Sebaliknya, di negeri yang mengklaim diri sangat agamis dan sangat mengenal konsep dosa (seperti ‘haram’, ‘zalim’, ‘fasiq’), justru terjadi keloyoan struktural: hukum tumpul ke atas, perusak ekologi dan ekonomi nasional relatif leluasa, dan impunitas menjadi norma yang sunyi.
Ini bukanlah perbandingan statistik keimanan, melainkan sebuah gugatan filosofis terhadap moralitas politik. Esai ini tidak mencari jawaban sederhana, melainkan sebuah Renungan mendalam untuk membongkar tiga lapisan krisis ini:
1. Krisis Terminologis: Apa itu Dosa dalam ruang publik?
2. Krisis Struktural: Mengapa Religiusitas Institusional gagal mengamankan Keadilan Publik?
3. Krisis Kepemimpinan: Siapakah Pemimpin Tanpa Dosa yang sesungguhnya?
Kita akan menyelami pemikiran para filsuf dari Timur dan Barat untuk memahami mengapa moralitas sekuler yang tegak sering kali lebih efektif menciptakan kebaikan publik daripada ritual religius yang hipokrit.
Konsep Dosa dalam Filsafat Politik
Negeri yang “sangat agamis” cenderung mendefinisikan dosa dalam kerangka privat dan ritualistik: dosa pribadi seperti meninggalkan salat, meminum alkohol, atau tidak menutup aurat. Dosa dipandang sebagai urusan vertikal (manusia dengan Tuhan) yang balasannya bersifat metafisik (Surga atau Neraka).
Namun, dalam perspektif filsafat politik, dosa yang paling menghancurkan adalah Dosa Publik (The Public Sin), yaitu: Kezaliman Struktural, Korupsi Kekuasaan, dan Pengkhianatan Amanah.

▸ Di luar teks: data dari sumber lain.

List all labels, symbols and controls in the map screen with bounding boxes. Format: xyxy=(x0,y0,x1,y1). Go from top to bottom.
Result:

Mengutip Emmanuel Kant, moralitas sejati terletak pada Imperatif Kategoris, yaitu tindakan yang dilakukan berdasarkan kewajiban universal, terlepas dari konsekuensi atau harapan pahala pribadi. Pemimpin yang menindak perusak lingkungan secara tegas, meskipun ia mungkin non-agamis, telah memenuhi Imperatif Kategoris yang paling mendasar dalam politik: Kewajiban menjaga bonum publicum –kebaikan bersama. Kegagalan melaksanakannya adalah dosa, terlepas dari seberapa taat ia beribadah.
Kant: “Bertindaklah sedemikian rupa sehingga maksim kehendakmu selalu dapat berlaku sebagai prinsip undang-undang umum.”

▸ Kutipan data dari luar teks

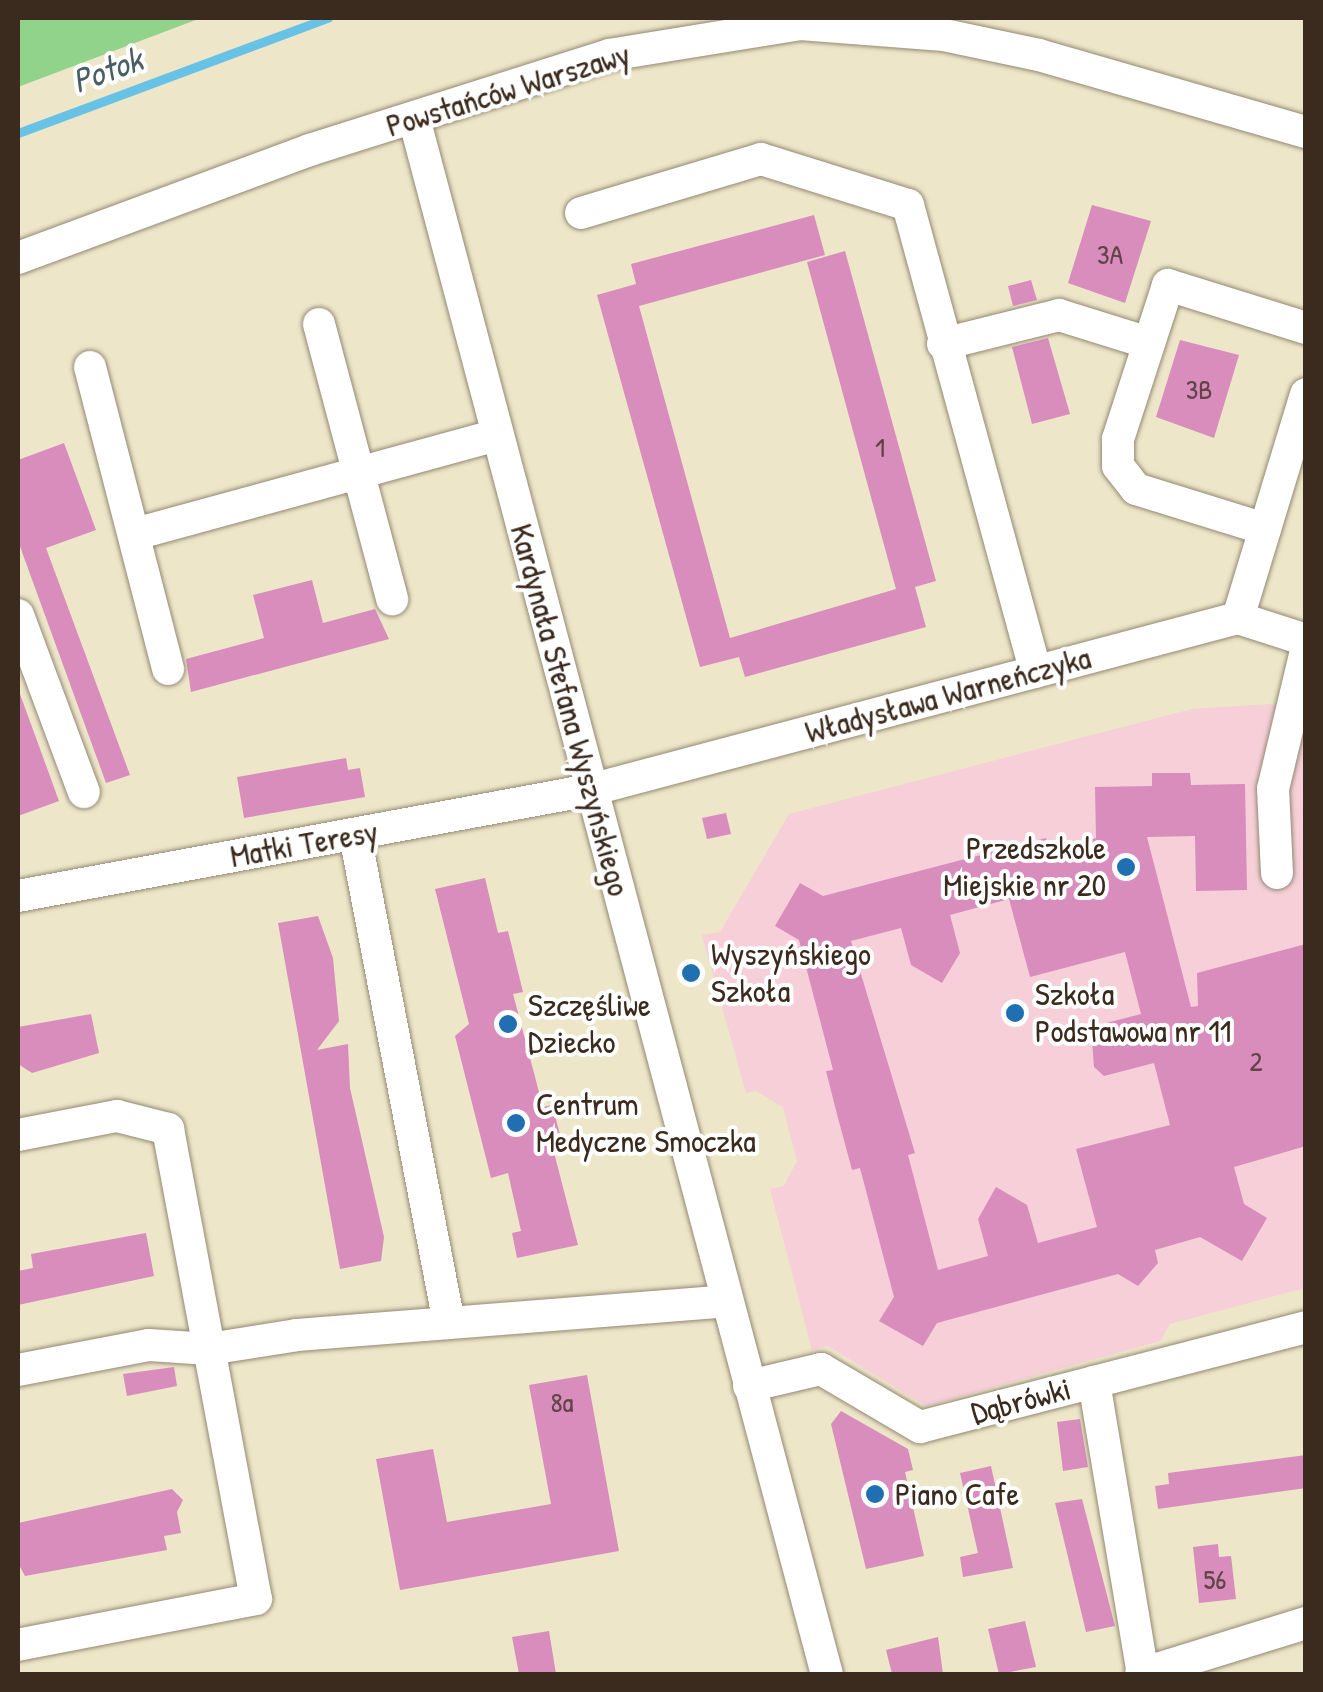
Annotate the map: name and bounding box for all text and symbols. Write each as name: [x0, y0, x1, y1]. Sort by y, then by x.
street label: Powstańców Warszawy: [382, 35, 634, 145]
water label: Potok: [66, 38, 148, 102]
house number: 3A: [1097, 237, 1123, 271]
house number: 3B: [1186, 372, 1212, 406]
house number: 1: [875, 430, 885, 464]
street label: Kardynała Stefana Wyszyńskiego: [502, 520, 638, 900]
street label: Władysława Warneńczyka: [801, 638, 1095, 752]
street label: Matki Teresy: [227, 812, 381, 876]
place label: Przedszkole Miejskie nr 20: [943, 830, 1106, 905]
marker: Przedszkole Miejskie nr 20: [1115, 856, 1137, 878]
place label: Wyszyńskiego Szkoła: [711, 936, 871, 1011]
marker: Wyszyńskiego Szkoła: [680, 962, 702, 984]
place label: Szkoła Podstawowa nr 11: [1035, 976, 1231, 1051]
place label: Szczęśliwe Dziecko: [528, 987, 651, 1062]
marker: Szkoła Podstawowa nr 11: [1004, 1002, 1026, 1024]
marker: Szczęśliwe Dziecko: [497, 1013, 519, 1035]
house number: 2: [1249, 1044, 1263, 1078]
place label: Centrum Medyczne Smoczka: [536, 1086, 756, 1161]
marker: Centrum Medyczne Smoczka: [505, 1112, 527, 1134]
street label: Dąbrówki: [967, 1369, 1075, 1433]
house number: 8a: [550, 1385, 574, 1419]
place label: Piano Cafe: [895, 1475, 1019, 1513]
marker: Piano Cafe: [864, 1483, 886, 1505]
house number: 56: [1203, 1562, 1227, 1596]

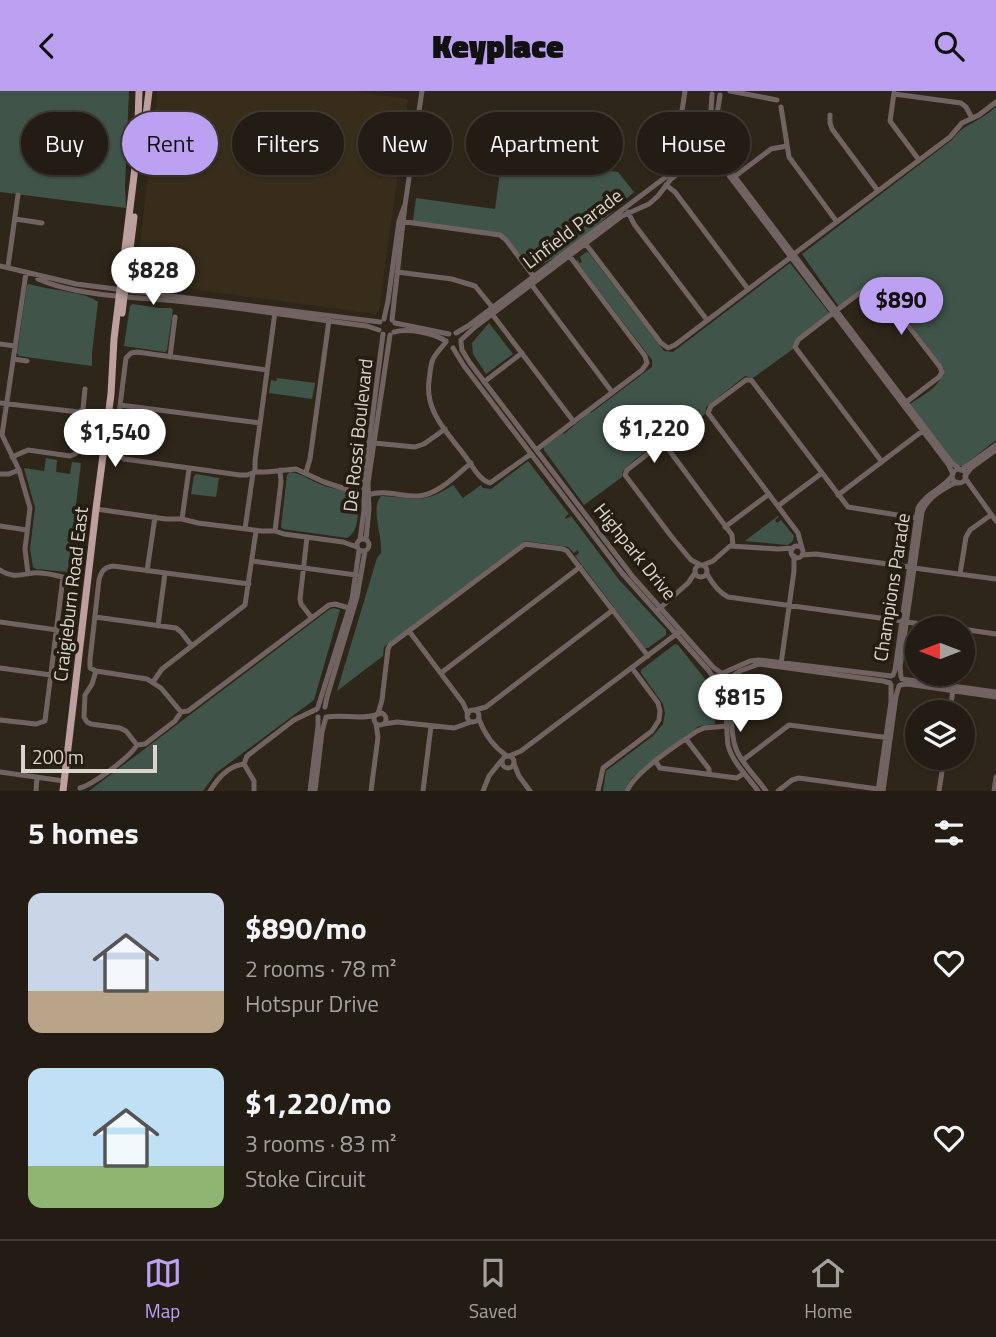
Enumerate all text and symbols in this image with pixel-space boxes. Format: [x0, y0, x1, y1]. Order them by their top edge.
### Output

Dosa publik pemimpin agamis yang loyo adalah kegagalan menjadikan keadilan dan penegakan hukum sebagai hukum universal—mereka justru membuat pengecualian bagi oligarki yang mereka lindungi.
Perbandingan dua jenis pemimpin ini juga dapat dianalisis melalui lensa etika:
1. Etika Deontologis –Negeri Agamis Loyo: Menekankan niat dan ritual. Pemimpin merasa sudah menjalankan tugas karena niatnya baik (misalnya, demi stabilitas), atau karena ia telah menjalankan kewajiban agama pribadinya. Namun, hasilnya nol.
2. Etika Konsekuensialis/Utilitarianisme –Negeri Sekuler Tegas: Menekankan hasil dan manfaat terbesar bagi jumlah orang terbanyak. Pemimpin menindak perusak hutan bukan karena takut Neraka, melainkan karena konsekuensinya (banjir bandang, kerugian ekonomi) merugikan mayoritas rakyat.
Tokoh seperti Jeremy Bentham dan John Stuart Mill (Utilitarianisme) akan mengapresiasi pemimpin yang “tidak mengenal dosa” jika tindakannya menghasilkan kebaikan publik yang lebih besar, karena bagi mereka, kebaikan (goodness) diukur dari dampak nyata, bukan dari klaim kesalehan.
Secara empiris, fenomena ini terlihat jelas dalam data global. Negara-negara yang sering kali diidentifikasi sebagai negara sekuler atau non-agamis –misalnya Denmark, Finlandia, Selandia Baru, Singapura– secara konsisten menduduki peringkat teratas dalam Indeks Persepsi Korupsi (IPK) Transparency International.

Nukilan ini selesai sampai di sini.